Cuando pensamos en la albahaca en la cocina, lo primero que se nos viene a la mente es el clásico pesto a la genovesa. En esta clasificación imaginaria le siguen inmediatamente, en segundo y tercer lugar, la fresca ensalada Caprese – fiel compañera de muchos almuerzos de verano – y la salsa de tomate y albahaca, aliada indispensable cuando tenemos que condimentar un plato de pasta y disponemos de poco tiempo. Bromas aparte, la albahaca es una de esas hierbas aromáticas que puede ser protagonista o acompañante en nuestras preparaciones, aportando siempre su inconfundible nota de frescura.
Hoy os proponemos la receta que nos ha sugerido nuestra Cesarina Rita de Mirabella Eclano, donde la albahaca conquista el centro de la escena: ¡crespelle de albahaca con ricotta!
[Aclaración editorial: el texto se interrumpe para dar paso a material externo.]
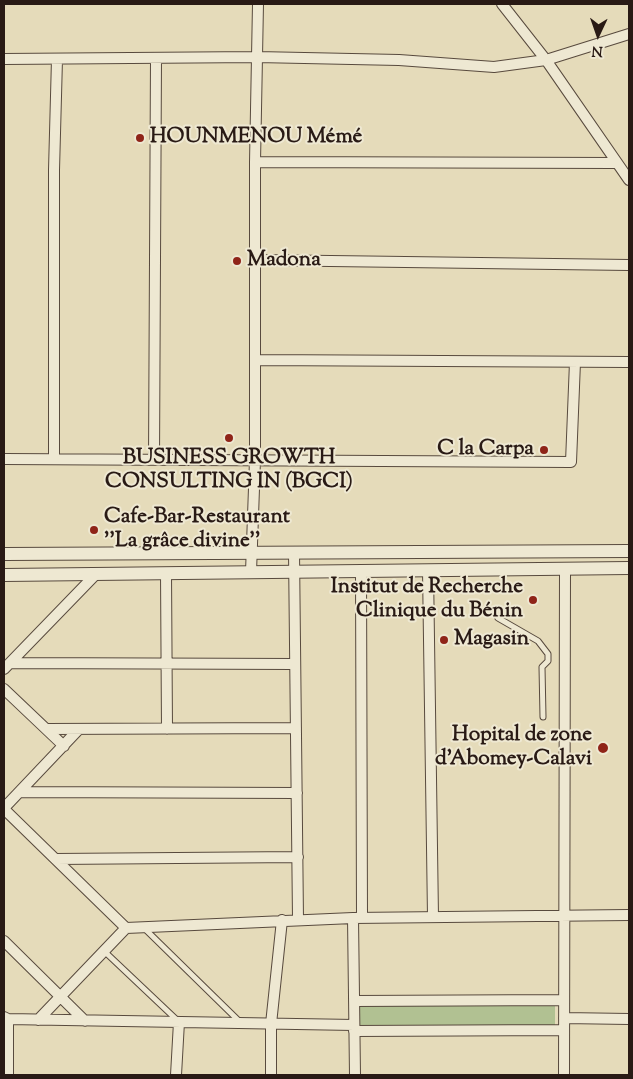 <!DOCTYPE html>
<html>
<head>
<meta charset="utf-8">
<style>
	body { margin:0 }
	#map { position:relative; width:633px; height:1079px; overflow:hidden; background:#e5dbba; font-family:"Sorts Mill Goudy",serif }
	canvas { display:block }
	.frame { position:absolute; inset:0; border:5px solid #291a15; pointer-events:none }
	.north { position:absolute; left:573px; top:10px; width:50px; height:50px; -webkit-text-stroke:4px #eee8d2; paint-order:stroke; rotate:183deg; font-size:14px; font-weight:700; line-height:20px; text-align:center; color:#291a15 }
	.north::after { content:''; display:block; margin:auto; width:18px; height:22px; background:#291a15; clip-path:polygon(50% 0,100% 100%,50% 72%,0 100%) }
</style>
</head>
<body>
<div id="map">
<canvas width="633" height="1079"></canvas>
<div class="frame"></div>
<div class="north">N</div>
</div>
<script>
const ctx = document.querySelector('canvas').getContext('2d');
ctx.lineJoin = 'round';
function paint(path, color) {
  ctx.fillStyle = color;
  ctx.fill(path, 'evenodd');
}
function poly(rows) {
  const path = new Path2D();
  for (const r of rows) {
    path.moveTo(r[0], r[1]);
    for (let i = 2; i < r.length; i += 2) path.lineTo(r[i], r[i + 1]);
  }
  return path;
}
function trace(path, color, width, dash) {
  ctx.strokeStyle = color;
  ctx.lineWidth = width;
  ctx.lineCap = dash ? 'butt' : 'round';
  ctx.setLineDash(dash || []);
  ctx.stroke(path);
}
function label(font, color, halo, rows, align = 'center') {
  ctx.font = font + ' "Sorts Mill Goudy",serif';
  ctx.lineWidth = 4;
  ctx.setLineDash([]);
  ctx.textBaseline = 'middle';
  ctx.strokeStyle = halo;
  ctx.fillStyle = color;
  for (const [text, x, y, turn = 0] of rows) {
    ctx.save();
    ctx.translate(x, y);
    ctx.rotate((+turn || 0) * Math.PI / 180);
    ctx.textAlign = isNaN(turn) ? turn : align;
    if (halo) ctx.strokeText(text, 0, 0);
    ctx.fillText(text, 0, 0);
    ctx.restore();
  }
}
paint(poly([
	[359,1003,555,1004,555,1028,359,1027]
]), '#b1c192');
const service = poly([
	[498,618,538,641,548,654,548,661,542,667,543,717],
	[144,928,240,1022],
	[104,951,178,1021]
]);
const minor = poly([
	[502,4,546,60,629,180],
	[4,59,257,57,399,60,494,67,546,60,629,34],
	[255,162,616,163],
	[256,260,629,265],
	[255,360,629,362],
	[4,459,571,462,575,362],
	[54,459,54,170,57,59],
	[154,460,156,58],
	[294,552,298,919],
	[361,570,362,918],
	[428,570,433,917],
	[251,572,255,460,255,162,258,4],
	[166,573,167,729],
	[10,663,295,664],
	[4,669,97,573],
	[4,689,64,746],
	[48,729,296,728],
	[20,792,297,793],
	[4,808,79,729],
	[4,809,126,928],
	[56,859,298,857],
	[353,918,355,1075],
	[4,941,85,1021],
	[354,1001,564,1000],
	[4,1017,8,1019,354,1025],
	[564,1018,629,1019],
	[8,1019,8,1075],
	[38,1020,126,928,353,918,629,915],
	[354,1031,564,1030],
	[176,1075,179,1022],
	[271,1075,271,1024,282,920],
	[564,1075,565,568]
]);
const tertiary = poly([
	[4,554,629,551],
	[4,575,629,568]
]);
trace(service, '#584a3e', 7);
trace(minor, '#584a3e', 12);
trace(tertiary, '#584a3e', 14);
trace(service, '#eee8d2', 5);
trace(minor, '#eee8d2', 10);
trace(tertiary, '#eee8d2', 12);
for (const [x, y, r, color] of [
	[140,138,5,"#8f2418"],
	[237,261,5,"#8f2418"],
	[229,438,5,"#8f2418"],
	[544,450,5,"#8f2418"],
	[94,530,5,"#8f2418"],
	[533,600,5,"#8f2418"],
	[444,640,5,"#8f2418"],
	[603,748,6,"#8f2418"]
]) {
  const dot = new Path2D();
  dot.arc(x, y, r, 0, 2 * Math.PI);
  ctx.fillStyle = color;
  ctx.fill(dot);
  trace(dot, '#eee8d2', 2);
}
label('bold 21px', '#291a15', '#eee8d2', [
	["HOUNMENOU Mémé",150,138],
	["Madona",247,261],
	["C la Carpa",534,450,"right"],
	["BUSINESS GROWTH",229,459,"center"],
	["CONSULTING IN (BGCI)",229,483,"center"],
	["Cafe-Bar-Restaurant",104,518],
	["''La grâce divine''",104,542],
	["Institut de Recherche",523,588,"right"],
	["Clinique du Bénin",523,612,"right"],
	["Magasin",454,640],
	["Hopital de zone",592,736,"right"],
	["d’Abomey-Calavi",592,760,"right"]
], 'left');
</script>
</body>
</html>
Ligeras, sabrosas y rápidas de preparar, estas crespelle se convertirán en las reinas de vuestros almuerzos estivales. ¡Descubramos juntos cómo prepararlas!
Crespelle de albahaca con ricotta
Perfectas como entrante o primer plato ligero
Ingredientes
- Para las crespelle:
- 4 huevos
- 60 g de albahaca
- 250 g de harina 00
- 500 ml de leche
- 2 cucharadas de aceite de oliva virgen extra
- Una pizca de sal
Para el relleno:- 500 g de ricotta
- 60 g de parmesano rallado
- Ralladura de la piel de dos limones
Para la bechamel:- 1 l de leche
- 100 g de mantequilla
- 100 g de harina 00
- Una pizca de sal fina
Procedimiento
- En un vaso para batidora de mano, triturad los huevos con la sal, luego añadid el aceite y las hojas de albahaca picadas hasta obtener una mezcla homogénea.
- A continuación, incorporad la harina y la leche poco a poco.
- Engrasad una sartén antiadherente con una nuez de mantequilla y, cuando esté caliente, verted el primer cucharón de masa.
- Cocinad unos minutos por cada lado y continuad con el resto de las crespelle hasta terminar la masa.
- Preparad el relleno mezclando la ricotta, el queso rallado, la ralladura de limón y ajustando de sal.
- Rellenad las crespelle con esta mezcla y plegadlas en forma de sobre.
- Distribuid la bechamel en el fondo de una fuente para horno, colocad las crespelle y cubrid con más bechamel y una generosa espolvoreada de queso rallado.
- Hornead a 180 °C durante 30 minutos.
- Sacad del horno y decorad con hojas frescas de albahaca.
Consejo: acompañad con un vino blanco Greco di Tufo.